Malthus, Turchin, and the Maths of Collapse - Is It Inevitable?
There is a recurring pattern in history that keeps reasserting itself, even when we think we’ve escaped it. Civilisations rise, grow complex, overreach, and then - often quite suddenly - come apart. Moses names this pattern with disarming honesty. After warning Israel of exile and collapse, he offers an extraordinary reopening of the future: “When all these things come upon you… and you return to the Lord your God… then the Lord your God will restore your fortunes” (Deut. 30:1–3). Conditional hope could hardly be stated more clearly.
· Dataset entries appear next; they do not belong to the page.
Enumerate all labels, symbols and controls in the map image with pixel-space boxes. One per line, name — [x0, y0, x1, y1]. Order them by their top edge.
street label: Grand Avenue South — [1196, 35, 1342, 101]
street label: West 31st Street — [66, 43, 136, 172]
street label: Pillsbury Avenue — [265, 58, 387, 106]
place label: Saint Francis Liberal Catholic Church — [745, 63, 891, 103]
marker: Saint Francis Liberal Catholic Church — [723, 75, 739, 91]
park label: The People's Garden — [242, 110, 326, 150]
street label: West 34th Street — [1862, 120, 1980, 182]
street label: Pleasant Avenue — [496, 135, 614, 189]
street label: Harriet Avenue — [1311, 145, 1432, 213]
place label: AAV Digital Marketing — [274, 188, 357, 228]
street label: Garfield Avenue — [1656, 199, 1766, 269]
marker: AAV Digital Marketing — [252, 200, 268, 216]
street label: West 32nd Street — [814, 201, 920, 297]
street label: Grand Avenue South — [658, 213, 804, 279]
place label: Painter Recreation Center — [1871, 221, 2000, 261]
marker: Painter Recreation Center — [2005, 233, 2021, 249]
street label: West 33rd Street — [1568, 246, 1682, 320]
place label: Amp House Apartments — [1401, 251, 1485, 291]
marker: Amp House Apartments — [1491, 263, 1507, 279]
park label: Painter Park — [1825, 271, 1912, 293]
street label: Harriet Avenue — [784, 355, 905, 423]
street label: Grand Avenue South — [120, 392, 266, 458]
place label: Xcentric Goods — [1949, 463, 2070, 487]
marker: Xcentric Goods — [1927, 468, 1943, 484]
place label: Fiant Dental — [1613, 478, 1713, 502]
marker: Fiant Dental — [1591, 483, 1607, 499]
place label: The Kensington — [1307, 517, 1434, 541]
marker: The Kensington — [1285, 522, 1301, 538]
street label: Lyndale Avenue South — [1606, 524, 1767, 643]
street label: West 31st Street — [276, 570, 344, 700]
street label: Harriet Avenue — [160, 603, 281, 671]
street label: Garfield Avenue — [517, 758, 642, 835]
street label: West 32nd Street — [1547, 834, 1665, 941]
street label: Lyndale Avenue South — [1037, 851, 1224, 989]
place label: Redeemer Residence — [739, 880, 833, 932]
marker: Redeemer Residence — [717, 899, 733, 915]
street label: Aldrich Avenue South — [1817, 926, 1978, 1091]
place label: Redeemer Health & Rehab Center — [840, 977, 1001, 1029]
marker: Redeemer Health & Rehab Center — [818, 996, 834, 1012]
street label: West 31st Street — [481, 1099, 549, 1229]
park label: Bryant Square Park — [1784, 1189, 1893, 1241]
And then, almost in the same breath, he adds: “I know that after my death you will surely act corruptly… and evil will befall you in the latter days.” Hope is real; confidence in human behaviour is not. At this point, history starts to resemble The Princess Bride’s Fire Swamp - sudden bursts of flame, hidden dangers, and no obvious safe route through. When Buttercup despairs, “We’ll never survive,” Westley (the dread pirate Roberts!) replies with perfect understatement: “Nonsense. You’re only saying that because no one ever has.” The joke lands because the record is merciless. No civilisation has yet made it through unscathed. That absence is not evidence against the pattern; it is the data set. What remains open is not whether societies collapse, but whether foresight, repentance, and reform can alter the trajectory enough to delay, soften, or redirect what otherwise keeps happening. It is precisely this tension - between conditional hope and overwhelming historical regularity - that modern mathematical models of growth and collapse try to capture.Two thinkers help frame the problem clearly: Thomas Malthus and Peter Turchin. They approach the same terrain from different angles, and together they give us a powerful - if incomplete - map of growth and collapse.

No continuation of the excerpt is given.